S’il s’impose sans consulter, c’est que la conscience de sa supériorité s’est «aggravée ces dernières années», affirme Fredy Gsteiger.

«Il pense que ses interlocuteurs ne sont pas à sa hauteur et c’est en partie vraie, les Hubacher, Bodenmann, Bremi ou Eisenring ne sont plus là. Mais il exagère.»

Radicalisation progressive

Helmut Hubacher se souvient, en effet, d’un Christoph Blocher cherchant le dialogue avec les autres partis.

«Au début, au Parti socialiste, on était même heureux d’être enfin face à quelqu’un de droite qui revendiquait sa position de droite.
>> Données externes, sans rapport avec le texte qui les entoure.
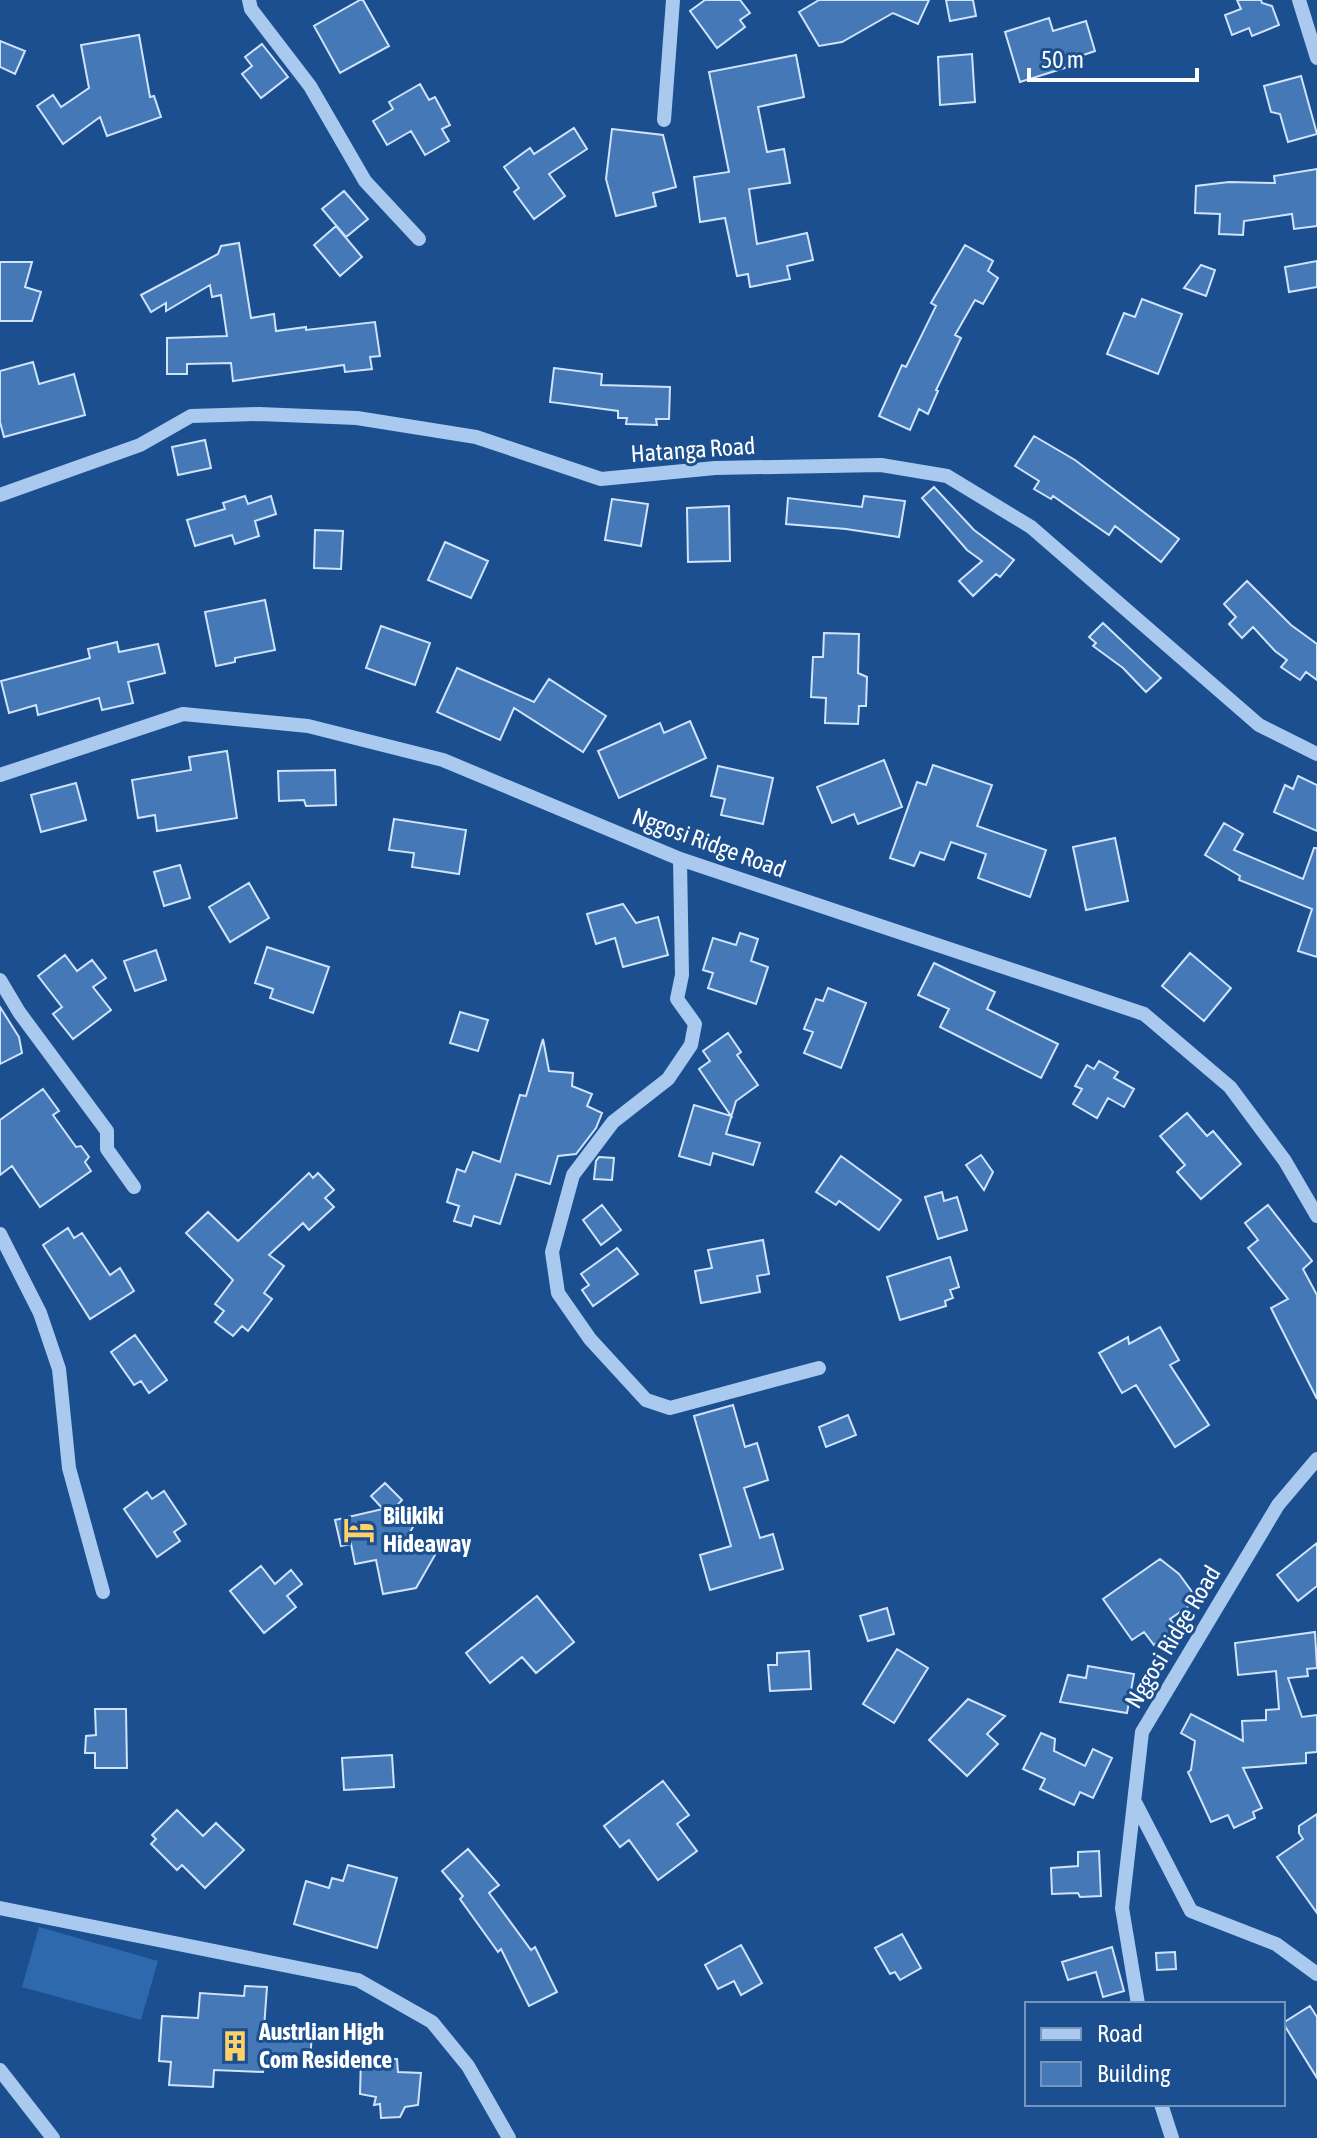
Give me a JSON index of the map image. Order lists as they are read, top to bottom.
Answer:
{
  "streets": {
    "street": ["Hatanga Road", "Nggosi Ridge Road"]
  },
  "places": {
    "hotel": ["Bilikiki Hideaway"],
    "building": ["Austrlian High Com Residence"]
  },
  "legend": ["Road", "Building"],
  "scale_bar": "50 m"
}
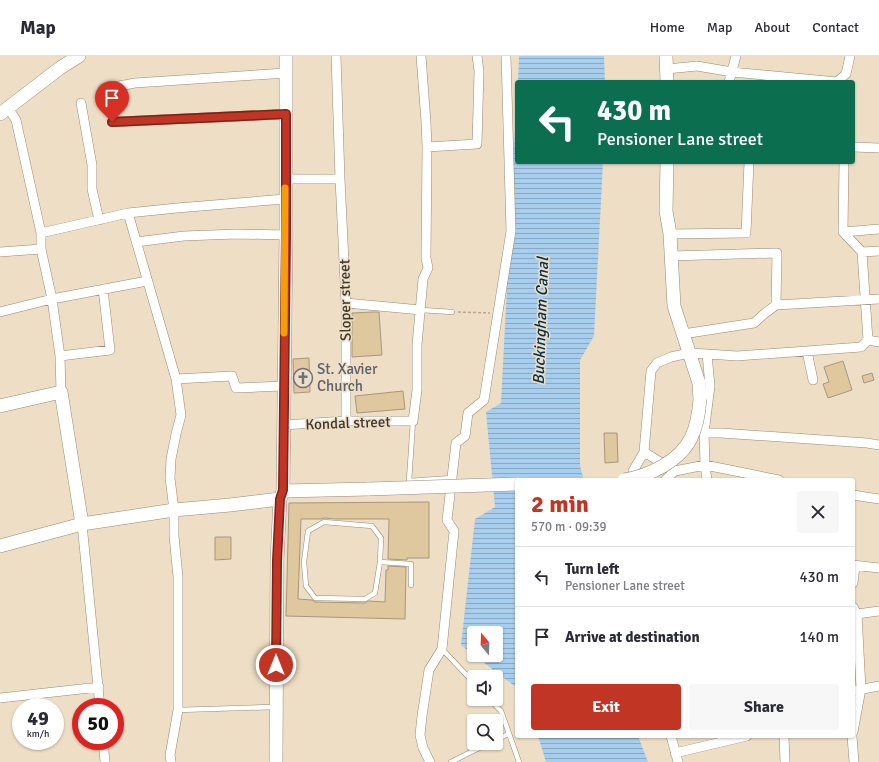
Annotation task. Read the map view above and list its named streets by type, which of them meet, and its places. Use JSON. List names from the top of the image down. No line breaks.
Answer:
{"streets":{"street":["Sloper street","Kondal street"]},"crossings":[["Sloper street","Kondal street"]],"water":["Buckingham Canal"],"places":{"church":["St. Xavier Church"]},"north":"top","page":{"header":"Map","nav":["Home","Map","About","Contact"],"turn":["430 m","Pensioner Lane street"],"heading":["2 min","570 m · 09:39"],"list":[{"name":"Turn left","note":"Pensioner Lane street","value":"430 m"},{"name":"Arrive at destination","value":"140 m"}],"buttons":["Exit","Share"],"speed":"49 km/h","limit":"50"}}
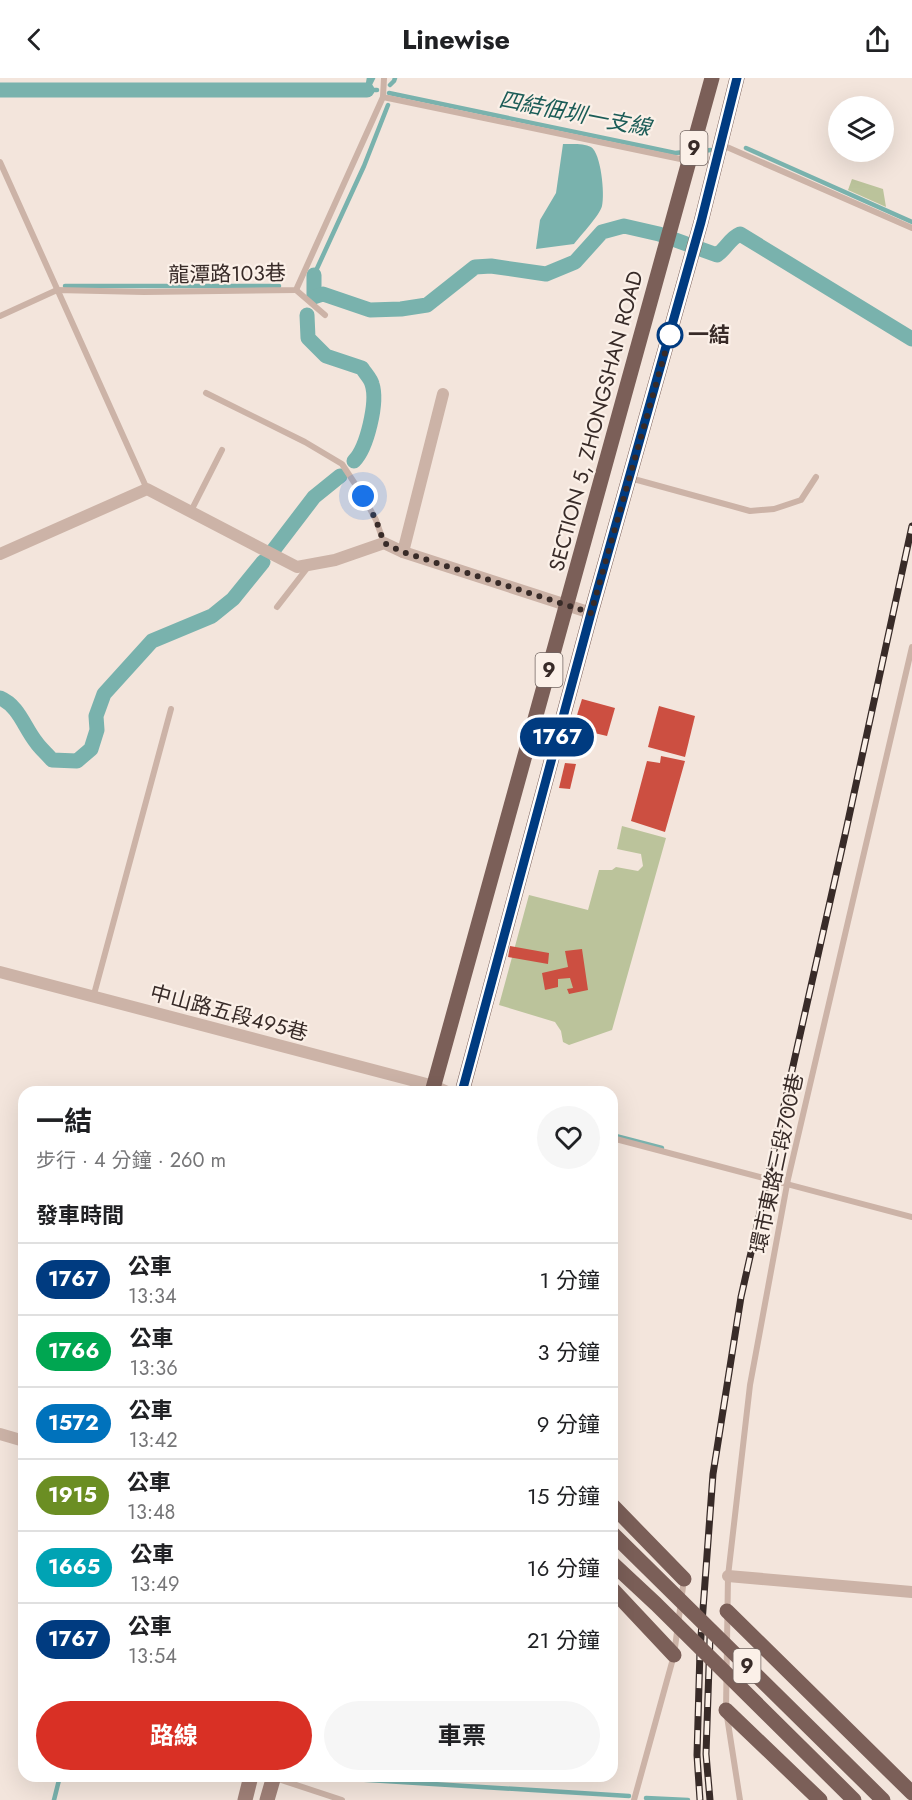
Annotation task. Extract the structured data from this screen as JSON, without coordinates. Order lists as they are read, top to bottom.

On en avait marre de ces politiciens qui faisaient semblant, avant chaque votation, d’être progressiste!»

Après le rejet de l’Espace économique européen, victoire de Christoph Blocher, Helmut Hubacher a cependant vu le tribun zurichois se radicaliser.

«Pour moi, dit Helmut Hubacher, la rupture a été son assimilation du PS avec le nazisme et le stalinisme». Aux yeux du Bâlois, Chistoph Blocher avait alors perdu tout sens de la mesure, plus rien ne freine ses provocations.

Des vexations qui l’isolent

Un constat que dresse aussi Fredy Gsteiger: «Il a blessé tellement de monde, parfois devant les caméras, qu’il se retrouve isolé au Parlement».

«Beaucoup de parlementaires pourraient accepter un deuxième siège UDC, mais ils auraient énormément de peine à élire Christoph Blocher, dont ils se sentent sous-estimés», ajoute le journaliste.

Quant à savoir si son accession au Conseil fédéral «calmerait» l’esprit querelleur du Zurichois, beaucoup d’observateurs renvoient à son activité d’entrepreneur.

«Manifestement, à EMS Chimie, Christoph Blocher tient un discours factuel, il délègue les tâches, il sait diriger sans agresser les gens», dit Fredy Gsteiger.

Et s’il subit une nouvelle gifle, le 10 décembre? «Il fera semblant que ça ne le touche pas, prévoit le journaliste. Il dira qu’il n’est pas là pour son plaisir et s’engagera encore plus fort dans la politique.»